**ACTION ITEM**:
Go through the listing below and state how many of its lines include "Keep". Write only that number.

**INPUT FOR THIS TASK**:
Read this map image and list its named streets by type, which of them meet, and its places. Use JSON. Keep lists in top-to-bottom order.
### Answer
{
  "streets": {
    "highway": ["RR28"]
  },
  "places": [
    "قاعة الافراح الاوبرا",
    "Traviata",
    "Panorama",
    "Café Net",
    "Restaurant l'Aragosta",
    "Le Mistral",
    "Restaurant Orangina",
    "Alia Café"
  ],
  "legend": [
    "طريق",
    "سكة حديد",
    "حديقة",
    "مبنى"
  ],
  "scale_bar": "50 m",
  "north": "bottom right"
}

...

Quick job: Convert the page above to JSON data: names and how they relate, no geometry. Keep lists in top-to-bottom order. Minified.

**FINAL ANSWER**:
2